In the Data Transformation section, we discussed the rationale and methods for splitting data into training, validation, and test sets. We now apply those principles specifically to the NSL-KDD dataset, ensuring that our random forest anomaly detection model is trained, tuned, and evaluated on distinct subsets.

### Splitting Data into Training and Test Sets

We use `train_test_split` to allocate a portion of the data for testing, ensuring that our final evaluations occur on unseen data.


In [None]:
# Split data into training and test sets for multi-class classification
train_X, test_X, train_y, test_y = train_test_split(train_set, multi_y, test_size=0.2, random_state=1337)


### Creating a Validation Set from the Training Data

We further split the training data to create a validation set. This supports model tuning and hyperparameter optimization without contaminating the final test data.


In [None]:
# Further split the training set into separate training and validation sets
multi_train_X, multi_val_X, multi_train_y, multi_val_y = train_test_split(train_X, train_y, test_size=0.3, random_state=1337)

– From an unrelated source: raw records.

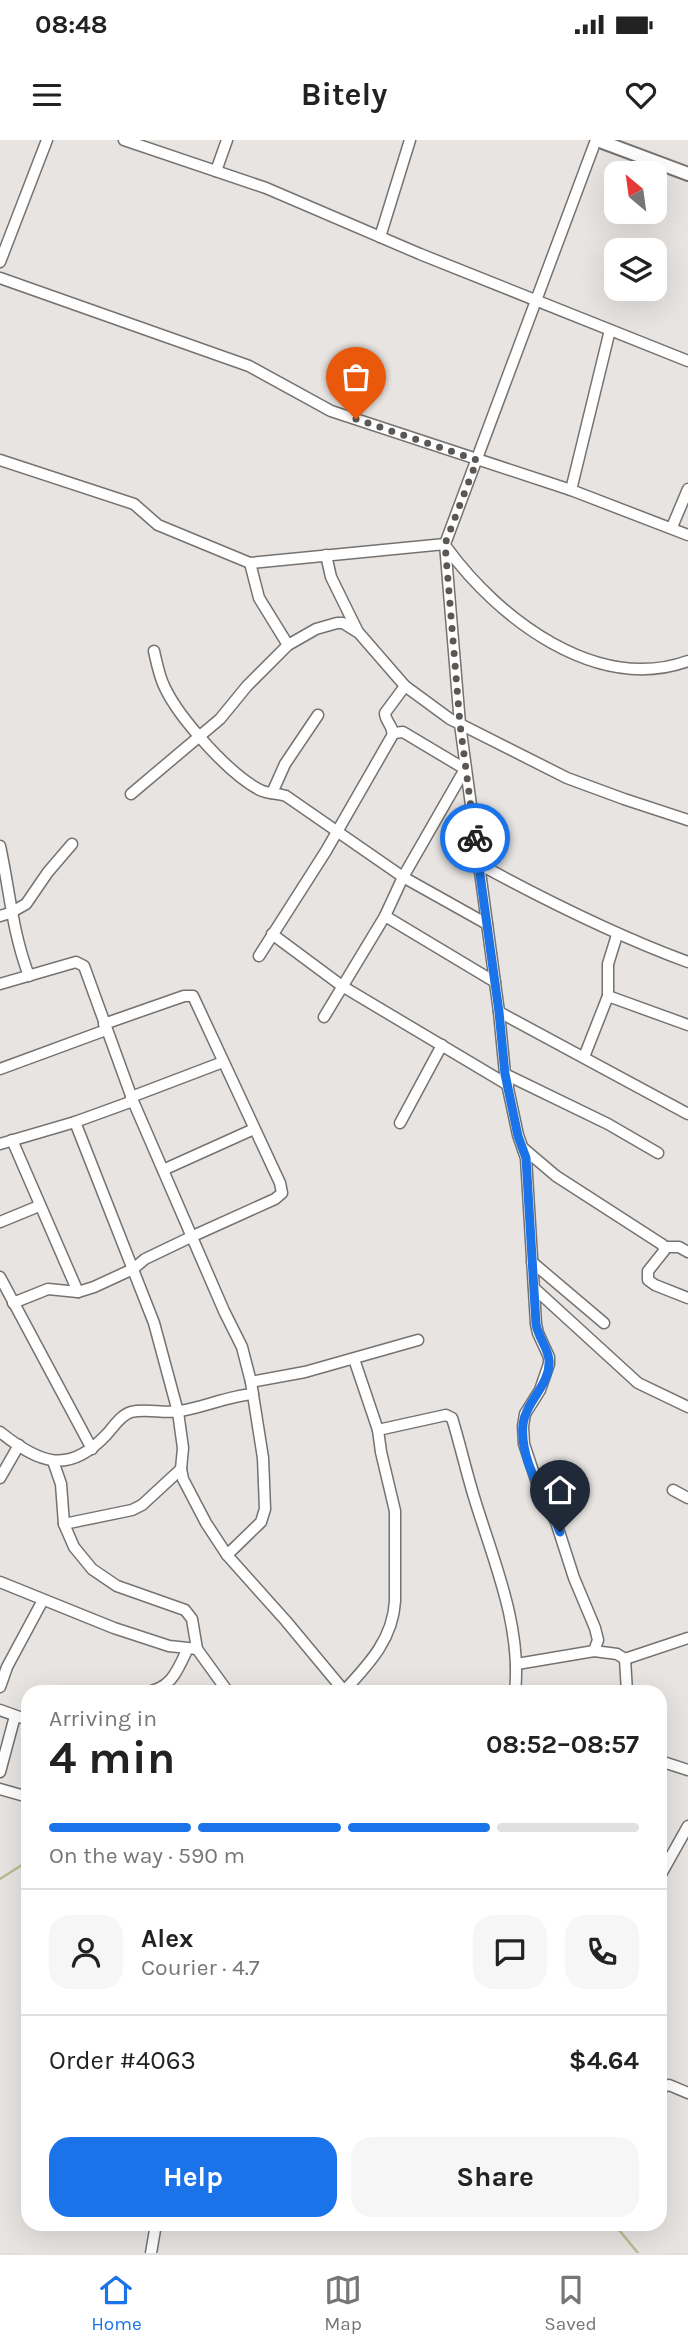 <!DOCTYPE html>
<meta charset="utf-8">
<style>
body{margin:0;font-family:Karla,sans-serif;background:#f6f6f6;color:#222;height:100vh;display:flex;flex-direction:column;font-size:26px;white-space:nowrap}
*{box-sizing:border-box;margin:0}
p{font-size:23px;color:#767676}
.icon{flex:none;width:38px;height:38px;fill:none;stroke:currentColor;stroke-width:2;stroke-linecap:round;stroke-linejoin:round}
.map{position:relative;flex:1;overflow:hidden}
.panel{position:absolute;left:21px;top:1545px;width:646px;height:546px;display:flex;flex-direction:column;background:#fff;border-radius:21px;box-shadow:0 7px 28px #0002}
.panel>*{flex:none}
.needle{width:46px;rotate:331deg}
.fabs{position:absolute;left:604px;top:21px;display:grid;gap:14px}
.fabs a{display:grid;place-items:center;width:63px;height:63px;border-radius:14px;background:#fff;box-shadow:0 7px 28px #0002;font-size:35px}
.pin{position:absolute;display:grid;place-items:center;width:60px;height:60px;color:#fff;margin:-72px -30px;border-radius:50% 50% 50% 0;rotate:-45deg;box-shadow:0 0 7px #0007}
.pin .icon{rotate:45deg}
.courier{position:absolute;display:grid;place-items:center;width:70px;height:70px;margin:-35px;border:5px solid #1a73e8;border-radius:50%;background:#fff;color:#222;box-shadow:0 2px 9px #0007}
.summary em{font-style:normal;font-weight:700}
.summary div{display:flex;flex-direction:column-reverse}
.summary{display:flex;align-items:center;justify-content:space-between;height:119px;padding:0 28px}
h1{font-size:46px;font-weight:700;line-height:52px}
.bar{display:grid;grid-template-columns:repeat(4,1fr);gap:10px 7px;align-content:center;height:84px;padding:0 28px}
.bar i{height:9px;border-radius:5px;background:#e0e0e0}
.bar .active{background:#1a73e8}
.bar p{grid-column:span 4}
.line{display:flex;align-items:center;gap:18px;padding:0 28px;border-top:2px solid #e0e0e0}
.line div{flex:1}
.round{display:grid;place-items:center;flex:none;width:74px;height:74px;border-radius:21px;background:#f6f6f6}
.cta{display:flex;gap:14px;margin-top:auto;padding:14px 28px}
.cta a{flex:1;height:80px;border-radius:21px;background:#1a73e8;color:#fff;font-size:28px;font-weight:700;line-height:80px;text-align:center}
.cta a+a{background:#f6f6f6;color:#222}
.status{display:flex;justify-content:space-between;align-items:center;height:49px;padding:0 35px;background:#fff;direction:ltr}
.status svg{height:19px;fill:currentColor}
header{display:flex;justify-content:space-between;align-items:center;height:91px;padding:0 28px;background:#fff;font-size:32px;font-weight:700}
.dock{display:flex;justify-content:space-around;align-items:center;height:98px;border-top:2px solid #e0e0e0;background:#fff;font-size:19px;color:#767676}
.dock a{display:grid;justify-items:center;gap:4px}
.dock .active{color:#1a73e8}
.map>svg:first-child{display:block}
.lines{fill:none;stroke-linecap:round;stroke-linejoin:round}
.stream{stroke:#b9bd90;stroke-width:2.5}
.minor-casing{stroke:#757270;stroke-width:13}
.tertiary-casing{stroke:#757270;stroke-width:16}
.minor{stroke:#fff;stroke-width:10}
.tertiary{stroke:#fff;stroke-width:12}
.done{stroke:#5a5857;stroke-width:7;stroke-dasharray:0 12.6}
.route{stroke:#1a73e8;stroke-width:9}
</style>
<div class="status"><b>08:48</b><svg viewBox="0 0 49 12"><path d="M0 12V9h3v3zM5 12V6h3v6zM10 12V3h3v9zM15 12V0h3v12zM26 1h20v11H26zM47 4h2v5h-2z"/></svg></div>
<header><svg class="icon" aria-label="menu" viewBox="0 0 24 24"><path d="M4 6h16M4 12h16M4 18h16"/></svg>Bitely<svg class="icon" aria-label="heart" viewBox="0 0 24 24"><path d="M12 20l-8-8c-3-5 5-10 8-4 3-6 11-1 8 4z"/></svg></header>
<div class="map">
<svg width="688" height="2113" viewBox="0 0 688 2113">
<rect width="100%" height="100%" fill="#e7e4e1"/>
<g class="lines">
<g class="stream">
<polyline points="0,1739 28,1721"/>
<polyline points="614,2084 638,2113"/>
</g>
<defs>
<g id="minor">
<polyline points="124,0 266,48 420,114 688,221"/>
<polyline points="216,31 227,0"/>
<polyline points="380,97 410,0"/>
<polyline points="0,122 47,0"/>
<polyline points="0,138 249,226 331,271 571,350 688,395"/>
<polyline points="0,320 134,364 158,385 250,423 445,404"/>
<polyline points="571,350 610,190"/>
<polyline points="672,387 688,349"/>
<path d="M447,408C498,478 596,554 688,521"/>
<polyline points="326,415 331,437 358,492"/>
<polyline points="250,423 259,458 288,505"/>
<path d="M154,511C157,524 159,536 165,548C180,579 229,634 260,650C268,654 277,653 286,656L403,737L487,784"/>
<polyline points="272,653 285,624 318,575"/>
<polyline points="131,654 220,579 247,546 288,505 316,489 337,483 343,483 359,493 405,546 450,579 567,638 624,659 688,680"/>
<path d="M0,706C10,752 12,791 29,836"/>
<path d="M479,724C547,761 615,795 688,822"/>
<polyline points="0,776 10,773 26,764 48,732 72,704"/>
<polyline points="385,776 495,842"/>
<polyline points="272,794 342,846 508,945"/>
<path d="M259,816L326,711L392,596C395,587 385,582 385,573L405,546"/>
<polyline points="0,844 76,822 84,826 133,961 224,1171 242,1207 251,1242 263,1318 265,1369 261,1382 227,1415"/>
<polyline points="608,856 688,885"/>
<polyline points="499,872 688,974"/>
<polyline points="324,877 385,776 403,737 465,629 403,592 394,593"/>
<polyline points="584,917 608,856 608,824 617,795"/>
<polyline points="0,929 106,890"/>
<polyline points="505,934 608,984 658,1013"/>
<polyline points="131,957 223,922"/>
<polyline points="75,982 154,1183 178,1272 183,1308 181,1329 183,1339 206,1383 227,1415 286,1481 345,1552"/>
<polyline points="400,983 442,905"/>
<polyline points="12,1000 78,1152"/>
<polyline points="0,1004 75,982 133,961"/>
<polyline points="523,1008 556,1036 663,1105 664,1111 648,1131 648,1140 655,1145 688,1158"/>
<polyline points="163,1030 254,989"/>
<polyline points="0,1082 39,1066"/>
<polyline points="665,1107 679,1107 688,1112"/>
<polyline points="532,1122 604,1183"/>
<polyline points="0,1137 92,1309"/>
<polyline points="534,1148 638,1243 688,1267"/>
<polyline points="13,1163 48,1149 78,1152 94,1147 133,1129 145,1119 193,1096 275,1059 282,1053 280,1043 193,856 184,856 104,884"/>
<polyline points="251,1242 305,1232 418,1200"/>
<path d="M378,1290L446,1275L452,1278C460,1304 466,1331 474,1357C493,1420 522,1485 515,1552"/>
<path d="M0,1292C40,1324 69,1335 107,1294C114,1286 121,1275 131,1272C147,1268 164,1274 180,1271C205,1267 228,1256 253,1254"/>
<polyline points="53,1321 61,1344 64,1384 74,1407 92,1429 117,1446 185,1470 192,1479 197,1509 228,1552"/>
<polyline points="0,1338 19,1305"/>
<polyline points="673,1350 688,1358"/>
<polyline points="64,1384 132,1370 142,1365 181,1329"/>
<polyline points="0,1442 114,1488 169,1506 197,1509"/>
<polyline points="594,1511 598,1500 595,1488 574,1438 556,1382 539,1349 524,1304 523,1286 525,1274 540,1250 549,1224 549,1217 538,1193 536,1184 526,1018 518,995 505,934 499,872 460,584 445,404 596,0"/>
<polyline points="625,1519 688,1498"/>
<polyline points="517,1524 594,1511 617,1514 625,1519 627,1552"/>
<polyline points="0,1547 7,1527 43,1460"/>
<path d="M344,1551C369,1524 393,1499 395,1461V1371L381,1312L378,1290L354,1219"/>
<path d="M144,1552C170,1550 177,1532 187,1510"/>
<polyline points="0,1570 28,1580"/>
<polyline points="660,1621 688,1630"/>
<polyline points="0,1632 15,1576"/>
<polyline points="0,1649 28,1657"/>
<polyline points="660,1736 688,1686"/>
<polyline points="660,1948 669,1945 688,1953"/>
<polyline points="151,2113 156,2084"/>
</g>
<polyline id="tertiary" points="597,0 688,34"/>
</defs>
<use href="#minor" class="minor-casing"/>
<use href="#tertiary" class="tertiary-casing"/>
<use href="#minor" class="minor"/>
<use href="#tertiary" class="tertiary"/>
</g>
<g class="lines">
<polyline class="done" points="356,279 477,320 445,404 460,584 475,698"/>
<path class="route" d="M475,698L499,872L505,934L518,996L526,1018L536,1184C538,1197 548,1208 549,1220C551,1244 526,1261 523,1284C519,1323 547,1358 560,1392"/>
</g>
</svg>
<div class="fabs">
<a><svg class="needle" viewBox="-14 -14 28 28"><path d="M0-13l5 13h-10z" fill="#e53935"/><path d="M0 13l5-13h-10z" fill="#767676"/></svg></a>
<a><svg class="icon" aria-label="layers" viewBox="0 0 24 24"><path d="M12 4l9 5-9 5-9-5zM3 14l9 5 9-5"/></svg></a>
</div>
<div class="pin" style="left:356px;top:279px;background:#ea580c"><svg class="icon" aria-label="bag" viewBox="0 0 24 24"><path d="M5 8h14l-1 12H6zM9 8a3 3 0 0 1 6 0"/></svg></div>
<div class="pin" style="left:560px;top:1392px;background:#1f2937"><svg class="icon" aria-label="home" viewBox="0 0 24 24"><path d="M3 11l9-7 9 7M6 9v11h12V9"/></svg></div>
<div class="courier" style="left:475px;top:698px"><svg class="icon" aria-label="bike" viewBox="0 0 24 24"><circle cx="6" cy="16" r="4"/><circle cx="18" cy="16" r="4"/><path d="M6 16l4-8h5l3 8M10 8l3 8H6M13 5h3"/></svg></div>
<section class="panel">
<div class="summary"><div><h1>4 min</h1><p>Arriving in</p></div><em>08:52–08:57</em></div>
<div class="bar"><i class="active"></i><i class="active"></i><i class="active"></i><i></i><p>On the way · 590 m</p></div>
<div class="line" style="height:126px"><a class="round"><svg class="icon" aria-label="person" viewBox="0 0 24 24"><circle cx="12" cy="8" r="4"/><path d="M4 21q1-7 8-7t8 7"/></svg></a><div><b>Alex</b><p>Courier · 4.7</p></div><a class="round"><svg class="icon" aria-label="chat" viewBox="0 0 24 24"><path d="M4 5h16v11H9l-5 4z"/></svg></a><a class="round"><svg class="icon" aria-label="phone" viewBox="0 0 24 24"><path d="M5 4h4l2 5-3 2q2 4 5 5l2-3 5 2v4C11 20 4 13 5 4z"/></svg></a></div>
<div class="line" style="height:91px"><div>Order #4063</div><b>$4.64</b></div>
<div class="cta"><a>Help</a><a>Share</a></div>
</section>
</div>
<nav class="dock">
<a class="active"><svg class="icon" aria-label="home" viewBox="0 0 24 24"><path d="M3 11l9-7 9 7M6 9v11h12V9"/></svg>Home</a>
<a><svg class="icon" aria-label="map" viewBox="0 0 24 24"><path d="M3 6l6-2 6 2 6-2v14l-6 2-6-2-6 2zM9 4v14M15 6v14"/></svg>Map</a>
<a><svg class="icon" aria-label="saved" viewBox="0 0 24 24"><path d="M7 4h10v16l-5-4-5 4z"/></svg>Saved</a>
</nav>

### Final Split Variables Summary

After completing the splitting process, we have the following datasets:

- **train_X, train_y**: Core training set for model development
- **test_X, test_y**: Reserved exclusively for final performance evaluation
- **multi_train_X, multi_train_y**: Training subset for fitting the model
- **multi_val_X, multi_val_y**: Validation subset for hyperparameter tuning

This careful partitioning, applied after the transformations and encodings discussed earlier, ensures that the model development process remains consistent and that the final evaluation is unbiased and reflective of real-world performance.